As a recent father myself, seriously congratulations. I wish both mother and son a speedy recovery.


----------



## dr.dirty (Apr 21, 2011)

primetime76 said:


> Congrats my ZK bro!!!! Beautiful little guy you've got there!


Thank you guys!!!!

Kipp I got your bomb thank you brother... I havent got around to post the pics just yet but one i get momma home ill get to it......


----------



## Oldmso54 (Jul 31, 2010)

Congrats bro - they grow up quick! Never take them for granted!


----------



## primetime76 (Feb 8, 2011)

Seriously...take your time man. Enjoy that baby and get momma feeling better! Honestly, I know what I sent you...I don't need to see pics!
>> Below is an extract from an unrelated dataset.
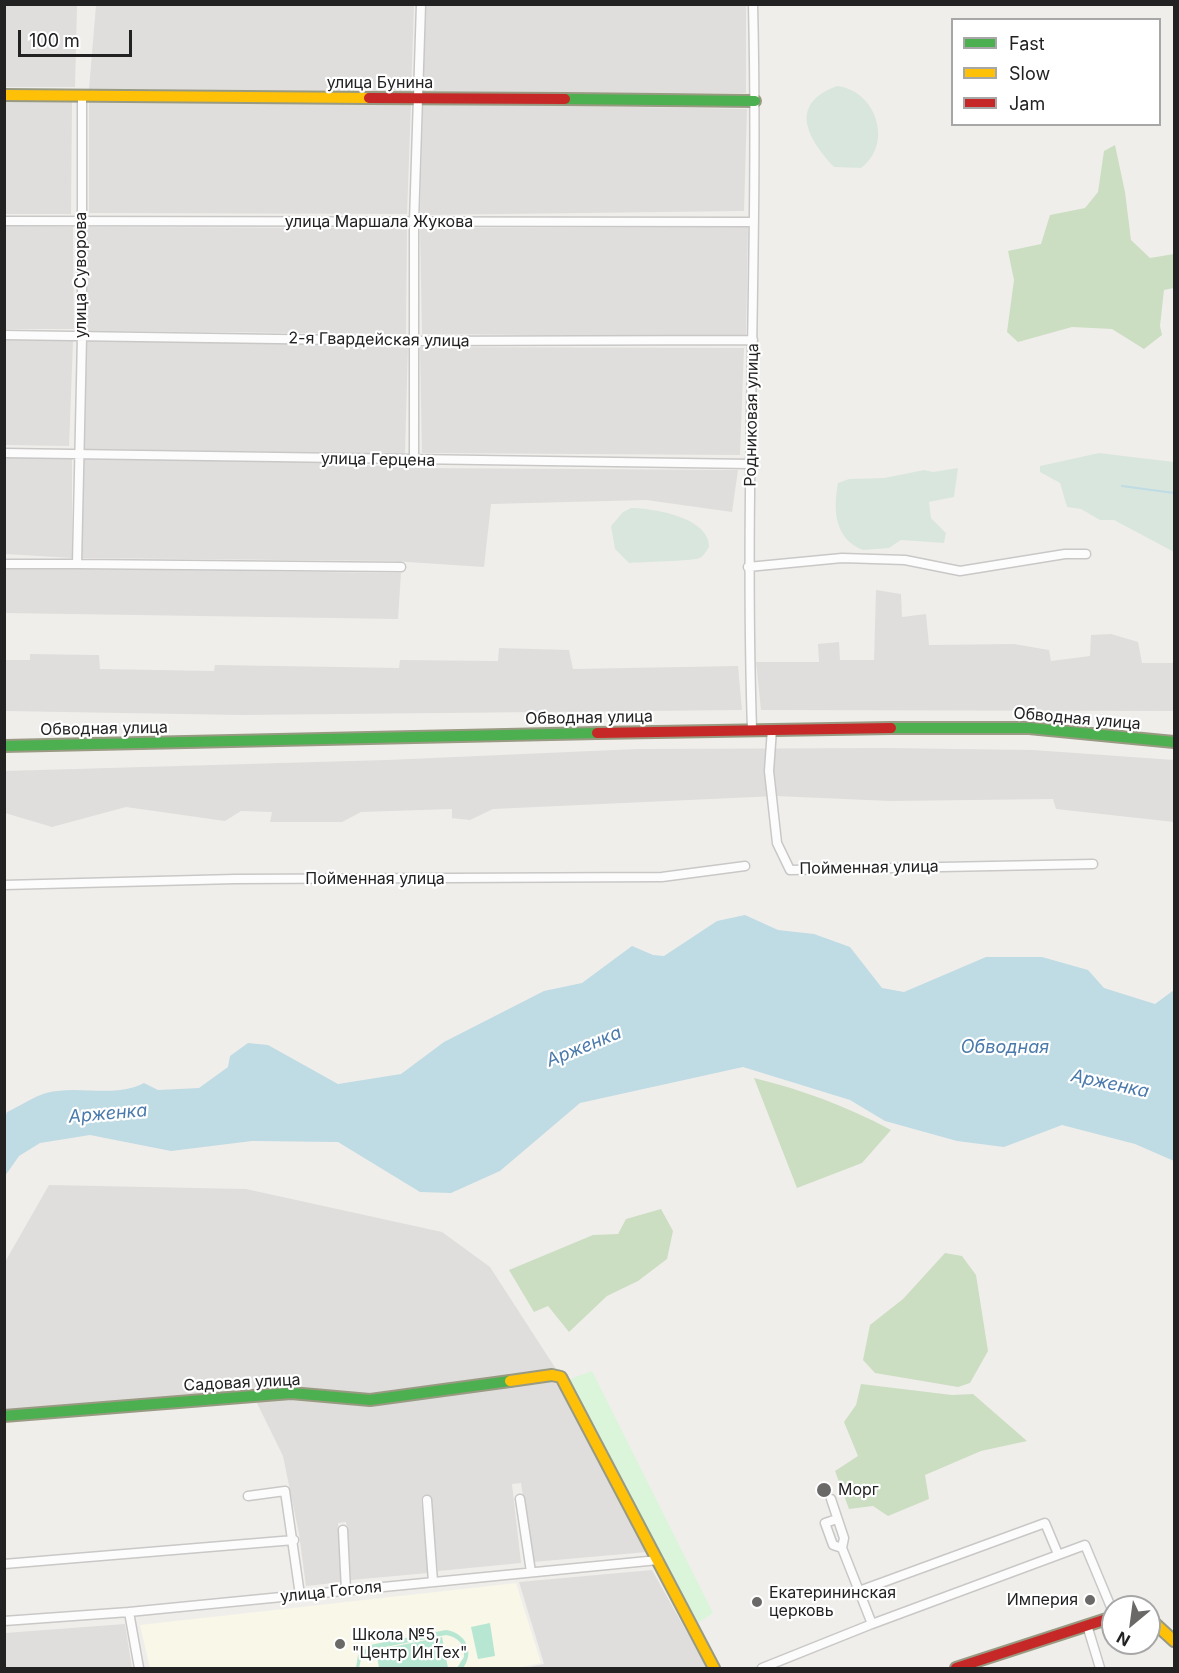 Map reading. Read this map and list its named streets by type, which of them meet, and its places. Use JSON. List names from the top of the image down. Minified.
{"streets":{"street":["улица Бунина","улица Маршала Жукова","улица Суворова","2-я Гвардейская улица","Родниковая улица","улица Герцена","Обводная улица","Пойменная улица","Садовая улица","улица Гоголя"]},"crossings":[["улица Бунина","улица Суворова"],["улица Бунина","Родниковая улица"],["улица Маршала Жукова","улица Суворова"],["улица Маршала Жукова","Родниковая улица"],["улица Суворова","2-я Гвардейская улица"],["улица Суворова","улица Герцена"],["2-я Гвардейская улица","Родниковая улица"],["Родниковая улица","улица Герцена"],["Родниковая улица","Обводная улица"],["Обводная улица","Пойменная улица"],["Садовая улица","улица Гоголя"]],"water":["Арженка","Обводная"],"places":["Морг","Империя","Екатерининская церковь","Школа №5, \"Центр ИнТех\""],"legend":["Fast","Slow","Jam"],"scale_bar":"100 m","north":"bottom left"}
LOL...just smoke 'em in good health and spend some QT with your son!


----------



## ouirknotamuzd (Jan 29, 2011)

that is one handsome little guy you have there,Scott...I remember how my brother was when the twins were born,telling anyone within earshot that he just became a dad, and I can only imagine you share that euphoria.

I hope your wife recovers quickly and that ZK Jr continues to bring Joy to your life


----------



## E Dogg (Mar 23, 2011)

Congratulations Scott and Wife!!! 



Don't know how I missed this before, but nice bombs, wow.


----------



## watchman_01 (Jul 12, 2011)

Congratulations Scott and Family!!


----------



## dr.dirty (Apr 21, 2011)

Ok so after a great day out relaxing and wheeling 





I come home to find my house once again leveled..... Ben (big bull) Thanks brother


----------



## Big Bull (Mar 22, 2011)

My pleasure brother!! Thought the Fuente would make a nice cherry topping. Anejo's have a way of hitting the spot!! I would take the blue labels out of the cello and let them sit for about a month. They are pretty spongy. The Dom Tomas Maduro Tubos were rolled in 2008.

Just Keep enjoying life brother!!


----------